Coleman Parkes survey for Harness showed that use Artificial intelligence (AI) in the development of software It is on the rise, but there are gaps, which implies that more AI and automation can be expanded.
Survey results published in Harness's The state of artificial intelligence in the development of software 2025 Report, show that most software development groups believe that in the delivery of software, artificial intelligence agents that work together with human circuits for five years dominate.
Almost two -thirds of the respondents said that they use AI to generate code, 60% used AI for documentation, and 57% use AI to ensure quality and testing. Other areas of development of software supported by AI include error correction (55%), compliance with safety requirements (54%), as well as optimization of performance and costs (53%).

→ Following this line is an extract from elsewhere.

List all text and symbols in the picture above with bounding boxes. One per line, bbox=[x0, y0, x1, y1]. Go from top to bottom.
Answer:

The areas in which the developers of the software developers observe improvements with the use of AI, include the speed of creating code (51%), faster testing and quality assurance (45%) and the adaptation time of the developer (43%).

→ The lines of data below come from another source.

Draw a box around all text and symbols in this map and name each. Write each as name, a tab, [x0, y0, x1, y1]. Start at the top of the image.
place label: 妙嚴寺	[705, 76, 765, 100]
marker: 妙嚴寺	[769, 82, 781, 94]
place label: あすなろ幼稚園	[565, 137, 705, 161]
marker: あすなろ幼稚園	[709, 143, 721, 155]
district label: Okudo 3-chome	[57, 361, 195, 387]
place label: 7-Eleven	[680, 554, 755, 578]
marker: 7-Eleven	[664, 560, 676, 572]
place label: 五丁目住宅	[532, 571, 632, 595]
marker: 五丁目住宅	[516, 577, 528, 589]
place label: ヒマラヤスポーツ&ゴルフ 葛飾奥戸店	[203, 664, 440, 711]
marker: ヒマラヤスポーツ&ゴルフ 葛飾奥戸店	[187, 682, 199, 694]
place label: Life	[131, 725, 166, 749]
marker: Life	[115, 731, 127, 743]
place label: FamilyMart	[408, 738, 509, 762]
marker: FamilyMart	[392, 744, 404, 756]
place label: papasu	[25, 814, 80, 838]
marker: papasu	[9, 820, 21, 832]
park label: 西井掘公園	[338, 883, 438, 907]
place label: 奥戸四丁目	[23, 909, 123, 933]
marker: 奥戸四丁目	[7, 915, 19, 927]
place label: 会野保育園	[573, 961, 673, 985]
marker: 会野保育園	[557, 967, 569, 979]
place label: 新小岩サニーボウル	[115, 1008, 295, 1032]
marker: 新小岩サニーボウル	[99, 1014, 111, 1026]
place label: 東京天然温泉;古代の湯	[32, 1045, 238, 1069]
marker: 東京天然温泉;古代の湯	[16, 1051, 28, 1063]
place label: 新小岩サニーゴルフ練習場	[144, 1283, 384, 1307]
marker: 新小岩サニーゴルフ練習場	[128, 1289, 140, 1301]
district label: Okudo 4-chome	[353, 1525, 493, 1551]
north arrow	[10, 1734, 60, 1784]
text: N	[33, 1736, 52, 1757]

The survey showed that on average organizations use eight -10 different AI tools to develop software. Some of them use a much larger number of tools, which suggests that there is a risk of AI tools, introducing the complexity that can lengthen the time necessary to completely attract new members of the software development on board.
Charus noted this The growth of the tool And Vibe coding can increase operational risk. He warned that fragmented tools and inexperienced developers using artificial intelligence assistants create management problems, increase incidents and bear hidden costs. He recommended that the IT-leaders combine tools into a unified platform and create fences with AI to reduce complexity and focus on innovation.
According to the study of the tourniquet, organizations have high use of AI for coding, but immature tests, deployment and management. Harness recommended that the IT losers have united ANS coding assistants with automated testing, checking deployment and security checks to prevent risks, expenses and manual labor.
The survey suggests that the maturity of automation is the main barrier, limiting the speed at which the software developers teams can deliver software. The largest gap in performance is not to create a code, but in delivery. According to a tour of the tourniquet, continuous delivery (CD) and management remain underestimated.
The acceleration of speed from coding AAA-SSSISTing creates a wave of pressure that collapses onto the wall of underestimated, obsolete lower processes. While the developers write the code faster than when the liba, the systems intended for testing, protecting and deploying this code are trying to keep up. Only 6% of the IT specialists surveyed said that the processes of the compact -disks of their organization are fully automated. This led to the appearance of what the tourniquet calls Ay paradox speedField
For organizations automated in organizations with automated less than a quarter, only 26% observed an increase in the frequency with which the code is sent to production using coding tools. This rises to 57% in those that are automated from one to three quarters of the CD processes. According to the tourniquet, moving from automation with low to moderate to compact -dishes, so more than doubles the probability that organizations will see an increase in speed from artificial intelligence coding tools.
Harness recommends investing in leaders in the descending automation to transfer the code speed controlled by the business speed.